When a Syncer is added to a backup model, it does become a part of the entire backup process for the model. Therefore, if the backup procedure above completes, but a Syncer should fail, then that backup model will be considered as having failed and you will receive an appropriate Notification.
If you wish to more fully separate this backup procedure from the processing of your Syncer(s), you can simply setup
additional models that only perform your Syncer(s). These can still be run after your backup model has completed
by simply performing multiple triggers.
e.g. backup perform --trigger my_backup,my_syncer
Note that in doing so, you will now receive notifications from each - but notifications for each may also be configured
differently. Also, should the first trigger/model fail, the second trigger/model will still be performed - as long as
the failure isn't due to a fatal error that causes Backup to exit.
See Performing Backups and Technical Overview for more info.
The RSync Syncer supports 3 types of operations:
-
RSync::Push -- Used to sync folders on the local system to a folder on a remote host.
-
RSync::Pull -- Used to sync folders from a remote host to a folder on the local system.
-
RSync::Local -- Used to sync folders on the local system to another local folder.
Additionally, RSync::Push
and RSync::Pull
support 3 different modes of operation:
-
:ssh (default) -- Connects to the remote host via SSH and does not require the use of an rsync daemon.
-
:ssh_daemon -- Connects via SSH, then spawns a single-use rsync daemon to allow certain daemon features to be used.
-
:rsync_daemon -- Connects directly to an rsync daemon on the remote host via TCP.
Note that :ssh
and :ssh_daemon
modes transfer data over an encrypted connection. :rsync_daemon
does not.
The configuration of RSync::Push
and RSync::Pull
are identical. Only the direction of the transfer differs. The
following shows all the configuration options, along with an explanation of use based on the mode
of operation.
Backup::Model.new(:my_backup, 'My Backup') do
sync_with RSync::Push do |rsync| # or: sync_with RSync::Pull do |rsync|
##
# :ssh is the default mode if not specified.

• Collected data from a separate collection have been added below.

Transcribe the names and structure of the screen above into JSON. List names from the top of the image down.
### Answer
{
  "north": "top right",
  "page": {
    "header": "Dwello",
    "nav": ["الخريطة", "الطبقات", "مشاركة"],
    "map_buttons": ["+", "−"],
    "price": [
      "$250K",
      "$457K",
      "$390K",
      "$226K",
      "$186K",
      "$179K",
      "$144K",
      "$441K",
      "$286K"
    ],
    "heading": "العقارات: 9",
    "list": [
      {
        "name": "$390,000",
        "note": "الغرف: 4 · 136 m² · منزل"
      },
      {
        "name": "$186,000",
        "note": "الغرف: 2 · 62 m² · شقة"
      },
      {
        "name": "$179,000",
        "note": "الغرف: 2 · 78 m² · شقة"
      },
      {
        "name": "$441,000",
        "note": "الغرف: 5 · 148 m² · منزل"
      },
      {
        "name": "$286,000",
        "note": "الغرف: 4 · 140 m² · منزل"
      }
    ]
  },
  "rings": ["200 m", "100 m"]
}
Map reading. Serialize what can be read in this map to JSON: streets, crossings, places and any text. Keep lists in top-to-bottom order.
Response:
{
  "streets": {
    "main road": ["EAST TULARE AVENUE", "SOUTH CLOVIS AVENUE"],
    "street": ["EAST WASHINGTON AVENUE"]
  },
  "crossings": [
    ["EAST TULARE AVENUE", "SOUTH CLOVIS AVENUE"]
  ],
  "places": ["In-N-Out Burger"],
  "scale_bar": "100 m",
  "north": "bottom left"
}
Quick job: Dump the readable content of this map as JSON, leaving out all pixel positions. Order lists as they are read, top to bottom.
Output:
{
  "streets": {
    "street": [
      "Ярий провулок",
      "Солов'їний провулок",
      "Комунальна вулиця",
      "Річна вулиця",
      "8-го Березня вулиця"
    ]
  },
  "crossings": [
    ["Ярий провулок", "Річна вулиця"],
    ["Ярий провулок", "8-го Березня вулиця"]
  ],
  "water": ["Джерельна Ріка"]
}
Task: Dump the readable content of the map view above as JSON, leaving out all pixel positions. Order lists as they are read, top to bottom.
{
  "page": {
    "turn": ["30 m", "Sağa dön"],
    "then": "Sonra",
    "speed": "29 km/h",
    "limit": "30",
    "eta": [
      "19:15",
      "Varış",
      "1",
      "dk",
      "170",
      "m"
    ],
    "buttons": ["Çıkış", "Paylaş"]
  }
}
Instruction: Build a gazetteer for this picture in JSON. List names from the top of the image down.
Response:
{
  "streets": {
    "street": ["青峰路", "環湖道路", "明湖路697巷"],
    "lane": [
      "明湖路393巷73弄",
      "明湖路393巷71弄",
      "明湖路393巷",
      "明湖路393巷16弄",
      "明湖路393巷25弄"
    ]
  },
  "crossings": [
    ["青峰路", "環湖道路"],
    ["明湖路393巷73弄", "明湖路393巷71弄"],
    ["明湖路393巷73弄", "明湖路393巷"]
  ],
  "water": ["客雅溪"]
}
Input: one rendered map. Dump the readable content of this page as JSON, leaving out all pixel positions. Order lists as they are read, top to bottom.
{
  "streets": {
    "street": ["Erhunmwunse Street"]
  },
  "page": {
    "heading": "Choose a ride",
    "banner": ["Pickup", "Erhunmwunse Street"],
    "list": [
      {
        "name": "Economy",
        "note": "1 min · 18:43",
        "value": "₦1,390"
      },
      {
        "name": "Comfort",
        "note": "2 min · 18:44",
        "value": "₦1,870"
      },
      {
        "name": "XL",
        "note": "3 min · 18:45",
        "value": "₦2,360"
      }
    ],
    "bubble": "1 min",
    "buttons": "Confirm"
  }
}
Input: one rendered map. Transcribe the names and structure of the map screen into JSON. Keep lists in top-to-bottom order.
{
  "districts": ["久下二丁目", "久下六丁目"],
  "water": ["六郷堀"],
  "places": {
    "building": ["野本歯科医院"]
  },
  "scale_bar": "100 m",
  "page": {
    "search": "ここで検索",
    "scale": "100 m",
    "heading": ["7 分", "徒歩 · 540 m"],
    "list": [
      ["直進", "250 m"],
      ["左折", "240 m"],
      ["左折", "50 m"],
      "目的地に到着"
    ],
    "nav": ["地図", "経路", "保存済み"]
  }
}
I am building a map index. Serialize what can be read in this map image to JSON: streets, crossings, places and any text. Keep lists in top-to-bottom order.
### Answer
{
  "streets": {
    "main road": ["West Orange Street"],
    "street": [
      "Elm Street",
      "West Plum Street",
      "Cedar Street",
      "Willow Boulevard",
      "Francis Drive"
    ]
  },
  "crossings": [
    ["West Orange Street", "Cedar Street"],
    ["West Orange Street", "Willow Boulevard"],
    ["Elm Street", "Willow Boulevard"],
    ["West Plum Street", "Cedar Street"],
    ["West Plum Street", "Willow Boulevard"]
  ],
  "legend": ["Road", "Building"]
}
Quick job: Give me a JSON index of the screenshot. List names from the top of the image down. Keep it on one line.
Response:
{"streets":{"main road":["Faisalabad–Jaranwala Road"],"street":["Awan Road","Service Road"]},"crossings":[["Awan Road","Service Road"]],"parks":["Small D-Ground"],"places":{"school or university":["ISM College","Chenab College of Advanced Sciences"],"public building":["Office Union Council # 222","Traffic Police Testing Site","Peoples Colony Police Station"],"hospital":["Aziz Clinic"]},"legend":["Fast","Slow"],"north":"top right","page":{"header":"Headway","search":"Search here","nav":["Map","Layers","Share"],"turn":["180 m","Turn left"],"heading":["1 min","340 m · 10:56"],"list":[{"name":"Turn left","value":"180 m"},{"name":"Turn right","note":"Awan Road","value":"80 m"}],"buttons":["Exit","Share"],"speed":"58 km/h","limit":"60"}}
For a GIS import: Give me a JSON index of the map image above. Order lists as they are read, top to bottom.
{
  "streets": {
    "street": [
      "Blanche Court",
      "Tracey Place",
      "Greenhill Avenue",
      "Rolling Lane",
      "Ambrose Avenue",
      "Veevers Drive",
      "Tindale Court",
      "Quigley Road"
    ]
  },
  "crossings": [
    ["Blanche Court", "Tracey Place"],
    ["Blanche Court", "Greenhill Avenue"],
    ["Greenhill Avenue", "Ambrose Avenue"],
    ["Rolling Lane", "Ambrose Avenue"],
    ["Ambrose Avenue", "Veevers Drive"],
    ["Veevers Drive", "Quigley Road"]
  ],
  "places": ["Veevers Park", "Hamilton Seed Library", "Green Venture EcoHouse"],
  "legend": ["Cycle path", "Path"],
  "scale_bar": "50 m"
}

rsync.mode = :ssh # or :ssh_daemon or :rsync_daemon
##
# May be a hostname or IP address
rsync.host = "123.45.678.90"
##
# When using :ssh or :ssh_daemon mode, this will be the SSH port (default: 22).
# When using :rsync_daemon mode, this is the rsync:// port (default: 873).
rsync.port = 22
##
# When using :ssh or :ssh_daemon mode, this is the remote user name used to connect via SSH.
# This only needs to be specified if different than the user running Backup.
#
# The SSH user must have a passphrase-less SSH key setup to authenticate to the remote host.
# If this is not desirable, you can provide the path to a specific SSH key for this purpose
# using SSH's -i option in #additional_ssh_options
rsync.ssh_user = "ssh_username"
##
# If you need to pass additional options to the SSH command, specify them here.
# These will be added to the rsync command like so:
# rsync -a -e "ssh -p 22 <additional_ssh_options>" ...
rsync.additional_ssh_options = "-i '/path/to/id_rsa'"
##
# When using :ssh_daemon or :rsync_daemon mode, this is the user used to authenticate to the rsync daemon.
# This only needs to be specified if different than the user running Backup.
rsync.rsync_user = "rsync_username"
##
# When using :ssh_daemon or :rsync_daemon mode, if a password is needed to authenticate to the rsync daemon,
# it may be supplied here. Backup will write this password to a temporary file, then use it with rsync's
# --password-file option.
rsync.rsync_password = "my_password"
# If you prefer to supply the path to your own password file for this option, use:
rsync.rsync_password_file = "/path/to/password_file"
##
# If you need to pass additional options to the rsync command, specify them here.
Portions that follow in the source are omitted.